Silently walking down the steep stairs in the dark, Jamie takes out his Iphone and uses it as a flashlight, guiding me along by keeping his hand on the space between my butt and my back. My heart is beating quickly and I can’t control my breathing as we stand on the dock where he lights the joint. He doesn’t break eye contact with me as he inhales smoothly, exhaling a cloud of smoke into my face. He hands me the joint and I take few hits as he begins talking “You seem really chill, not like most girls I know” is that meant to be ironic or is he serious? I hand him back the joint as he steps closer to me, leaving a small gap of space between our bodies. “Oh really?” I say opening my mouth slightly as I tip up my head to meet his gaze. I’m too drunk to want to speak so I rely on my eyes and body language. Pushing back my shoulders to make my chest the focal point and tipping my head slightly to the side letting my hair fall over my shoulder, my heart quickens even more as he leans in to kiss me. His tongue brushes against the side of my neck making its way to the corner of my mouth. I move my face and meet his lips, slipping my tongue into his mouth as I wrap my tiny arms around his thick back. I’m surprised by my forcefulness but something inside of me is on fire and all I can think about is wanting him to rip off my clothes.
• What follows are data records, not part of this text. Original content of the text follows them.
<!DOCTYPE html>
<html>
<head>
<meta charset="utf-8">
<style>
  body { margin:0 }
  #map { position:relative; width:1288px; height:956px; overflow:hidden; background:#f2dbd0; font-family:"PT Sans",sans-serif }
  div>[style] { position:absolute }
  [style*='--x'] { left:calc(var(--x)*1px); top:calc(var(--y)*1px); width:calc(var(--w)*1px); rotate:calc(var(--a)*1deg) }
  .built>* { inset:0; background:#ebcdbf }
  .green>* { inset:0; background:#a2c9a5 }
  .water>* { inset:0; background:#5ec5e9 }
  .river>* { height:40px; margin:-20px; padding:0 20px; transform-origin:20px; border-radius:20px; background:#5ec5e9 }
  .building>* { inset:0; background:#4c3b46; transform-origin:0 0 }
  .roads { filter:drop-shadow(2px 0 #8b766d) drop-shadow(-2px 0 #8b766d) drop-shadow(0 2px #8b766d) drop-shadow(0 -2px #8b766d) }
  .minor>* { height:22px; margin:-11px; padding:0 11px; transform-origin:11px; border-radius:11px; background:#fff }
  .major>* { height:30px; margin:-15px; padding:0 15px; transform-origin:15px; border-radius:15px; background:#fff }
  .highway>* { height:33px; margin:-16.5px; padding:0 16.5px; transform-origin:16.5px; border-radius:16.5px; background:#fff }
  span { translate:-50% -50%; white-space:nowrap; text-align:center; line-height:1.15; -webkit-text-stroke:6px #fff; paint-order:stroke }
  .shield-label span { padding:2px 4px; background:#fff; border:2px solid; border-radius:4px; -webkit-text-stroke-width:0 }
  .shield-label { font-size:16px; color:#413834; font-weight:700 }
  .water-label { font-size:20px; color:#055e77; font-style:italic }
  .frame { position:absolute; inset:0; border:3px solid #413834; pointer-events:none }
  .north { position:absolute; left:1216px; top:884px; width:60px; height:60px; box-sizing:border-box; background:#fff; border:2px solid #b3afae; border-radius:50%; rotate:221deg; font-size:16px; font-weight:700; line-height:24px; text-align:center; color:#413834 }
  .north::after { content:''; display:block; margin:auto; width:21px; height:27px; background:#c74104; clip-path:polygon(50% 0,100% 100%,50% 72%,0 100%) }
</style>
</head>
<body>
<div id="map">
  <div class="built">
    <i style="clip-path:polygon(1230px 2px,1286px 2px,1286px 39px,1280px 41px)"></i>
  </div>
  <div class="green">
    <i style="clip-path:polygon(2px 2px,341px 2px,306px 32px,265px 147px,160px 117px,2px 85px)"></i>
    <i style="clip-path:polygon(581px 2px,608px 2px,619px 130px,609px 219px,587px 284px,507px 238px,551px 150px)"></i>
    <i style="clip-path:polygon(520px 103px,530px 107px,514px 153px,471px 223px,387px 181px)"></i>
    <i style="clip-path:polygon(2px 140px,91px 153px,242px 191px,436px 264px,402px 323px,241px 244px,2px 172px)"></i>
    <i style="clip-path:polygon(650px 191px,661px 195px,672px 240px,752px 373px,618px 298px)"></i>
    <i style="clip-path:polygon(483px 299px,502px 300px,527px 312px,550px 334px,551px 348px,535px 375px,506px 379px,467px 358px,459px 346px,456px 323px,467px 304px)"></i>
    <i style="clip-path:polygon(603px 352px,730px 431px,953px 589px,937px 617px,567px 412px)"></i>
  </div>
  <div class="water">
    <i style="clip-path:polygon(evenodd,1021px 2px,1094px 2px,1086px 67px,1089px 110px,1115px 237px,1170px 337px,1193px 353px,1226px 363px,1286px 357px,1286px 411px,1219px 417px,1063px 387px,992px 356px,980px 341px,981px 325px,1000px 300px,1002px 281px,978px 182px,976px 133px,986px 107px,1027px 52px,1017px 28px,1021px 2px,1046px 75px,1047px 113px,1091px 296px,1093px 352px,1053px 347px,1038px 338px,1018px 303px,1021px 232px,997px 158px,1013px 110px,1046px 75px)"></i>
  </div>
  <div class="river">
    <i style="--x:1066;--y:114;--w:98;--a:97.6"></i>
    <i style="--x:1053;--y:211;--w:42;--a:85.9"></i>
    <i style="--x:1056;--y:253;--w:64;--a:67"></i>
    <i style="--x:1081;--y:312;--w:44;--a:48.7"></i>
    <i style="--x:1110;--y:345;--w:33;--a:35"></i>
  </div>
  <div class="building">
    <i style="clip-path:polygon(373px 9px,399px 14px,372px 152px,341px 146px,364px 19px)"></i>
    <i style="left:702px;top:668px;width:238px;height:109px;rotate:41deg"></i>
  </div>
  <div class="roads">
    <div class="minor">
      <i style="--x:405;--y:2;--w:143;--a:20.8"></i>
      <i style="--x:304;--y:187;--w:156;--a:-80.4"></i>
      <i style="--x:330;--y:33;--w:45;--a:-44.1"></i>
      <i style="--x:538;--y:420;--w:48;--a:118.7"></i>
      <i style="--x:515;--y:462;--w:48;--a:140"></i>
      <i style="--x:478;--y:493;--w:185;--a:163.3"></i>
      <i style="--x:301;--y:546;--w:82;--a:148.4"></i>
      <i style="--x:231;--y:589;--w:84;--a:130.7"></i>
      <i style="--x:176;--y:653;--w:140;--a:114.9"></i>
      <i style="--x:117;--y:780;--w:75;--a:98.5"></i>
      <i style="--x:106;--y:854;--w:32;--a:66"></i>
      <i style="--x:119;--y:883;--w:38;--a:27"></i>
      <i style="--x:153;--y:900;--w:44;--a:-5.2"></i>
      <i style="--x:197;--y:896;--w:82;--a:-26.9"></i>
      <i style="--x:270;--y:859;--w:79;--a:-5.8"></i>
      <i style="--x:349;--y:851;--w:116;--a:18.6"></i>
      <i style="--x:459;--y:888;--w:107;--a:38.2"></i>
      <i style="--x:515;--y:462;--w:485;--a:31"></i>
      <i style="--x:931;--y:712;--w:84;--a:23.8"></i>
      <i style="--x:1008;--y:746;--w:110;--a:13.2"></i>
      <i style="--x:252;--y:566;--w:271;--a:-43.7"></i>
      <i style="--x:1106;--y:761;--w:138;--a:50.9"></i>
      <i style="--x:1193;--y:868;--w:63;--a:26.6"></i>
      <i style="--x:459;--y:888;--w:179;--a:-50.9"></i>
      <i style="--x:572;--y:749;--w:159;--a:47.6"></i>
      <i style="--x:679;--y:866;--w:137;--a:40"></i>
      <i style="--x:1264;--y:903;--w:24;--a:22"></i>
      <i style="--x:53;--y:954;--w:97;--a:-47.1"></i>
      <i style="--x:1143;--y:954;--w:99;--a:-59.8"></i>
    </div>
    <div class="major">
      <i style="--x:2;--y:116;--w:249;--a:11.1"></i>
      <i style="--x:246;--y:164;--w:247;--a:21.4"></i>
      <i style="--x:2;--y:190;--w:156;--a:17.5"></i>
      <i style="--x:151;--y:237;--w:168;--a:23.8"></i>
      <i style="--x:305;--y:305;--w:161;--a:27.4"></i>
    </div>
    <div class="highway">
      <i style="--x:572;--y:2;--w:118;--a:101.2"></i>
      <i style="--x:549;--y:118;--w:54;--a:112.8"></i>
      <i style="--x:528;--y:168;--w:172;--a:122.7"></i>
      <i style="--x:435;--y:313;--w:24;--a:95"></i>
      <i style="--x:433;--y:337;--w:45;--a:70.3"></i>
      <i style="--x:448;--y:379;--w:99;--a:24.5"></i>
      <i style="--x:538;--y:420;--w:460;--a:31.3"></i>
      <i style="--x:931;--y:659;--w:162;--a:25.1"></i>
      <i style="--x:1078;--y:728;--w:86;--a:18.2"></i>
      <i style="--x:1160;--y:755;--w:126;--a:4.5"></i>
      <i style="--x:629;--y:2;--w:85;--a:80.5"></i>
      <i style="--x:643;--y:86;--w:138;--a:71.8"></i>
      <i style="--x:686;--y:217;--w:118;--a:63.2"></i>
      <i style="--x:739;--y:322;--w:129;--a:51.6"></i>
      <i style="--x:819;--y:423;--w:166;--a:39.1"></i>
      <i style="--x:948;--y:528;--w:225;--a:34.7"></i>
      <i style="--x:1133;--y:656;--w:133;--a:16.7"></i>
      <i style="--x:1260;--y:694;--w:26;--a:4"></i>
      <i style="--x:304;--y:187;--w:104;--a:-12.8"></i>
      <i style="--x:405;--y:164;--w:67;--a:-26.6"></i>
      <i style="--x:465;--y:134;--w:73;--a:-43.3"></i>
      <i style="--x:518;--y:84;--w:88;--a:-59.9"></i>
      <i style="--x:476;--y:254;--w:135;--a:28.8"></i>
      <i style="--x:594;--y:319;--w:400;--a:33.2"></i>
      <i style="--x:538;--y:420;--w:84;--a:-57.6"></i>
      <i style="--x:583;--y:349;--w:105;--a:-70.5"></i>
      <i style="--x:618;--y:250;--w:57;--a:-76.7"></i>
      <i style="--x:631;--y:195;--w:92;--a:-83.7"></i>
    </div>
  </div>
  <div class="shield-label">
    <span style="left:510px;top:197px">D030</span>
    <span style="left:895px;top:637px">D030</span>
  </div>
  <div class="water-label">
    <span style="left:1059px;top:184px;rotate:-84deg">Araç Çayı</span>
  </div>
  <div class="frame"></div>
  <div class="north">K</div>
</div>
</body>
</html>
He lifts me momentarily, bringing me to the ground with him as we make-out on the dock. I climb on top of him and kiss his neck feeling powerful and visible as he lets quiet moans slip from his lips. He takes off my top and unties my bathing suit as I straddle his legs ready to go down on him. I feel his hands moving to my waist as I begin unzipping his pants but stop him before he can do it “Wait…” I pause unsure if I should tell him what is down there. I know it’s not completely unsafe to be honest with him because everyone is still up on the lawn; the music still blaring. I keep my eyes on his partially unzipped pants “I wasn’t sure if you knew but.. I’m trans.. I have a dick.” I mutter. I begin counting waiting for him to tell me that I’m disgusting or to take my body and throw it into the water that surrounds the dock. One mississippi, two mississippi, three mississippi, four mississippi, five. Meeting his eyes I watch as he shrugs “I’ve never been with one before..” I don’t even stop to think about his language, his words turning me into an object. “I can keep my skirt on” I say a little too excitedly, desperate not to be rejected after so much momentum. He nods and lies back again as I go down on him placing one hand on my boob and the other in my hair forcing my head up and down as he plays with my tits. I feel like I’m drifting off somewhere else as he pants and moans.
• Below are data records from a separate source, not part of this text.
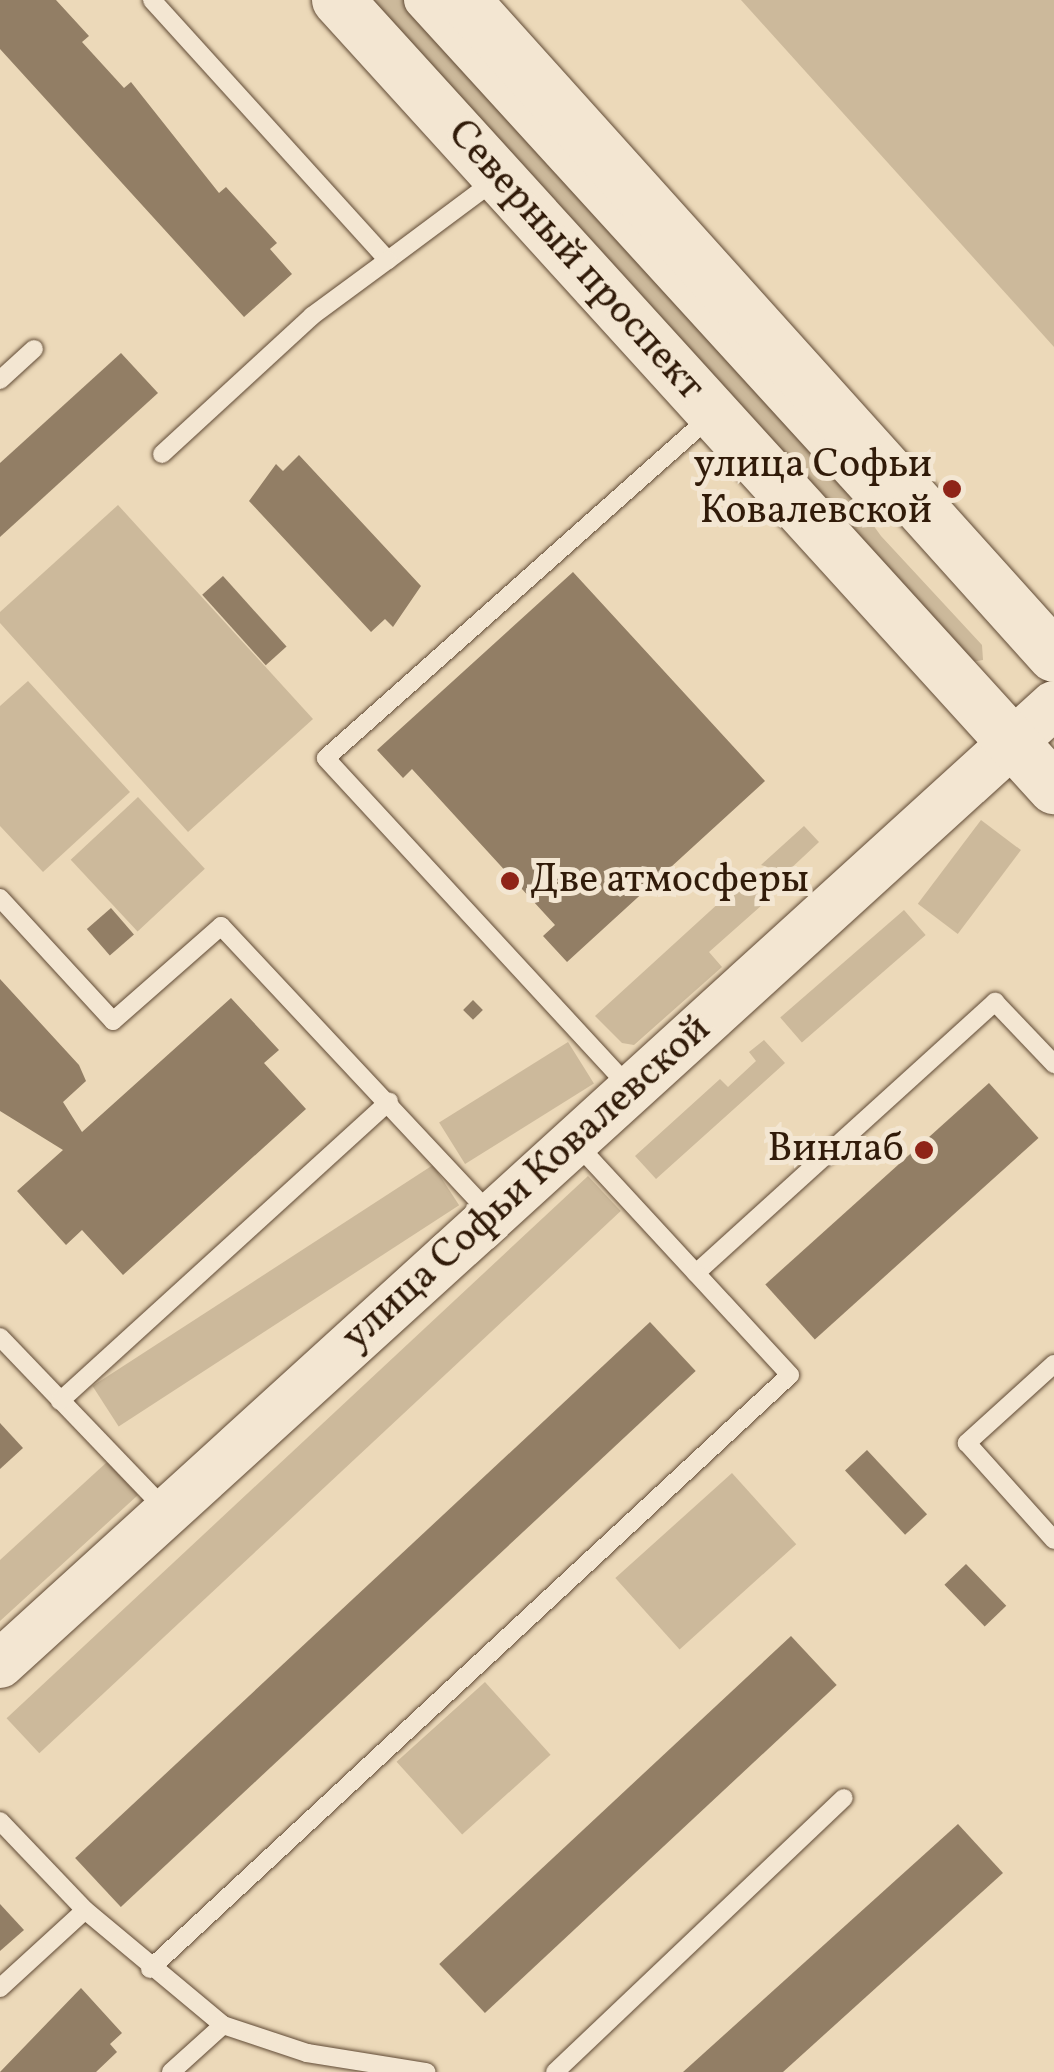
<!DOCTYPE html>
<html>
<head>
<meta charset="utf-8">
<style>
	body { margin:0 }
	#map { position:relative; width:1054px; height:2072px; overflow:hidden; background:#ecd9b9; font-family:Vollkorn,serif }
	div>[style] { position:absolute }
	.green>* { inset:0; background:#ccb99b; transform-origin:0 0 }
	.building>* { inset:0; background:#927e65; transform-origin:0 0 }
	.roads { filter:drop-shadow(0 0 2px #604a35) drop-shadow(0 0 2px #604a35) }
	.service>* { height:18px; margin:-9px; padding:0 9px; transform-origin:9px; border-radius:9px; background:#f3e6d2 }
	.minor>* { height:38px; margin:-19px; padding:0 19px; transform-origin:19px; border-radius:19px; background:#f3e6d2 }
	.tertiary>* { height:48px; margin:-24px; padding:0 24px; transform-origin:24px; border-radius:24px; background:#f3e6d2 }
	.secondary>* { height:52px; margin:-26px; padding:0 26px; transform-origin:26px; border-radius:26px; background:#f3e6d2 }
	.dots>* { width:28px; height:28px; translate:-50% -50%; box-sizing:border-box; border:5px solid #f3e6d2; border-radius:50% }
	span { translate:-50% -50%; white-space:nowrap; text-align:center; line-height:1.15; -webkit-text-stroke:10px #f3e6d2; paint-order:stroke }
	.street-label { font-size:40px; color:#311b09 }
	.poi-label { font-size:40px; color:#311b09 }
	.right { translate:-100% -50%; text-align:right }
	.left { translate:0 -50%; text-align:left }
</style>
</head>
<body>
<div id="map">
	<div class="green">
		<div style="clip-path:polygon(370px 0,412px 0,812px 440px,881px 536px,982px 645px,983px 660px,972px 662px)"></div>
		<div style="clip-path:polygon(741px 0,1054px 0,1054px 347px)"></div>
		<div style="clip-path:polygon(118px 505px,313px 719px,188px 832px,0 623px,0 612px)"></div>
		<div style="clip-path:polygon(28px 681px,130px 792px,43px 872px,0 826px,0 706px)"></div>
		<div style="left:138px;top:797px;width:98px;height:92px;rotate:47deg"></div>
		<div style="left:981px;top:820px;width:50px;height:105px;rotate:37deg"></div>
		<div style="clip-path:polygon(804px 826px,819px 842px,786px 873px,761px 865px)"></div>
		<div style="clip-path:polygon(755px 870px,787px 883px,709px 952px,722px 967px,634px 1045px,622px 1043px,595px 1016px)"></div>
		<div style="left:904px;top:910px;width:33px;height:164px;rotate:49deg"></div>
		<div style="clip-path:polygon(764px 1040px,785px 1063px,656px 1179px,635px 1156px,720px 1079px,728px 1087px,756px 1061px,749px 1052px)"></div>
		<div style="left:568px;top:1042px;width:49px;height:152px;rotate:58deg"></div>
		<div style="left:433px;top:1165px;width:48px;height:406px;rotate:57deg"></div>
		<div style="left:588px;top:1176px;width:48px;height:795px;rotate:47deg"></div>
		<div style="clip-path:polygon(107px 1462px,138px 1495px,0 1621px,0 1560px)"></div>
		<div style="left:732px;top:1473px;width:96px;height:157px;rotate:48deg"></div>
		<div style="left:485px;top:1682px;width:98px;height:119px;rotate:48deg"></div>
	</div>
	<div class="building">
		<div style="clip-path:polygon(0 0,56px 0,89px 36px,82px 42px,124px 88px,131px 82px,219px 193px,226px 187px,277px 243px,270px 249px,292px 274px,244px 317px,0 49px)"></div>
		<div style="clip-path:polygon(121px 353px,158px 393px,0 537px,0 463px)"></div>
		<div style="clip-path:polygon(299px 455px,421px 586px,393px 627px,385px 619px,371px 632px,249px 501px,276px 464px,283px 471px)"></div>
		<div style="clip-path:polygon(573px 572px,765px 781px,567px 962px,543px 936px,555px 925px,412px 769px,403px 778px,377px 750px)"></div>
		<div style="left:223px;top:576px;width:95px;height:28px;rotate:48deg"></div>
		<div style="left:111px;top:908px;width:35px;height:32px;rotate:49deg"></div>
		<div style="clip-path:polygon(0 979px,79px 1065px,86px 1081px,63px 1102px,82px 1132px,231px 998px,279px 1050px,264px 1063px,306px 1109px,123px 1275px,82px 1230px,66px 1245px,17px 1191px,63px 1150px,0 1111px)"></div>
		<div style="left:473px;top:1000px;width:14px;height:14px;rotate:45deg"></div>
		<div style="left:989px;top:1083px;width:74px;height:301px;rotate:48deg"></div>
		<div style="left:650px;top:1322px;width:67px;height:786px;rotate:47deg"></div>
		<div style="clip-path:polygon(0 1423px,23px 1448px,0 1469px)"></div>
		<div style="left:867px;top:1450px;width:88px;height:30px;rotate:47deg"></div>
		<div style="left:966px;top:1564px;width:58px;height:30px;rotate:46deg"></div>
		<div style="left:791px;top:1636px;width:67px;height:481px;rotate:47deg"></div>
		<div style="clip-path:polygon(958px 1824px,1003px 1873px,783px 2072px,683px 2072px)"></div>
		<div style="clip-path:polygon(0 1904px,24px 1930px,0 1951px)"></div>
		<div style="clip-path:polygon(81px 1988px,122px 2033px,110px 2044px,117px 2052px,96px 2072px,0 2072px)"></div>
	</div>
	<div class="roads">
		<div class="service">
			<div style="left:152px;top:0;width:351px;rotate:47.8deg"></div>
			<div style="left:388px;top:260px;width:132px;rotate:-36.7deg"></div>
			<div style="left:0;top:380px;width:46px;rotate:-42.4deg"></div>
			<div style="left:162px;top:454px;width:204px;rotate:-42.6deg"></div>
			<div style="left:312px;top:316px;width:94px;rotate:-36.4deg"></div>
			<div style="left:0;top:898px;width:167px;rotate:47.4deg"></div>
			<div style="left:113px;top:1021px;width:144px;rotate:-41.3deg"></div>
			<div style="left:221px;top:926px;width:397px;rotate:46.9deg"></div>
			<div style="left:631px;top:1089px;width:450px;rotate:-132.7deg"></div>
			<div style="left:326px;top:758px;width:515px;rotate:-41.62deg"></div>
			<div style="left:696px;top:1273px;width:404px;rotate:-42.2deg"></div>
			<div style="left:995px;top:1002px;width:86px;rotate:46.4deg"></div>
			<div style="left:0;top:1337px;width:241px;rotate:46.2deg"></div>
			<div style="left:1054px;top:1364px;width:118px;rotate:137.8deg"></div>
			<div style="left:967px;top:1443px;width:130px;rotate:48.1deg"></div>
			<div style="left:60px;top:1401px;width:445px;rotate:-42.3deg"></div>
			<div style="left:0;top:1821px;width:123px;rotate:46.3deg"></div>
			<div style="left:85px;top:1910px;width:180px;rotate:39.8deg"></div>
			<div style="left:223px;top:2025px;width:89px;rotate:18.4deg"></div>
			<div style="left:307px;top:2053px;width:121px;rotate:9.1deg"></div>
			<div style="left:150px;top:1969px;width:873px;rotate:-42.87deg"></div>
			<div style="left:790px;top:1375px;width:317px;rotate:-132.7deg"></div>
			<div style="left:0;top:1988px;width:115px;rotate:-42.5deg"></div>
			<div style="left:171px;top:2072px;width:70px;rotate:-42.1deg"></div>
			<div style="left:555px;top:2072px;width:398px;rotate:-43.5deg"></div>
		</div>
		<div class="minor">
			<div style="left:423px;top:0;width:667px;rotate:47.61deg"></div>
		</div>
		<div class="tertiary">
			<div style="left:0;top:1664px;width:1425px;rotate:-42.3deg"></div>
		</div>
		<div class="secondary">
			<div style="left:338px;top:0;width:1065px;rotate:47.74deg"></div>
			<div style="left:464px;top:0;width:882px;rotate:48.03deg"></div>
		</div>
	</div>
	<div class="dots">
		<div style="left:952px;top:489px;background:#8f2418"></div>
		<div style="left:510px;top:881px;background:#8f2418"></div>
		<div style="left:924px;top:1150px;background:#8f2418"></div>
	</div>
	<div class="street-label">
		<span style="left:575px;top:261px;rotate:48deg">Северный проспект</span>
		<span style="left:527px;top:1184px;rotate:-42deg">улица Софьи Ковалевской</span>
	</div>
	<div class="poi-label">
		<span class="right" style="left:932px;top:489px">улица Софьи<br>Ковалевской</span>
		<span class="left" style="left:530px;top:881px">Две атмосферы</span>
		<span class="right" style="left:904px;top:1150px">Винлаб</span>
	</div>
</div>
</body>
</html>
I feel his body tensing and prepare myself for him to finish but instead I feel him jolt up as a flow of warm putrid liquid covers my hair and drips down onto my back. It takes me a few seconds to register what just happened before he pushes me off of his body and stumbles up the stairs where he finishes puking out the tequila he had been drinking all night. I crawl over to the edge of the dock putting my hands into the water to wipe the the puke off of my chest and out of my hair. I lie back on the ground, dipping my feet into the cool water, covered in his vomit. I place my hands around my waist hugging myself. The vomit is foamy just like the bubbles.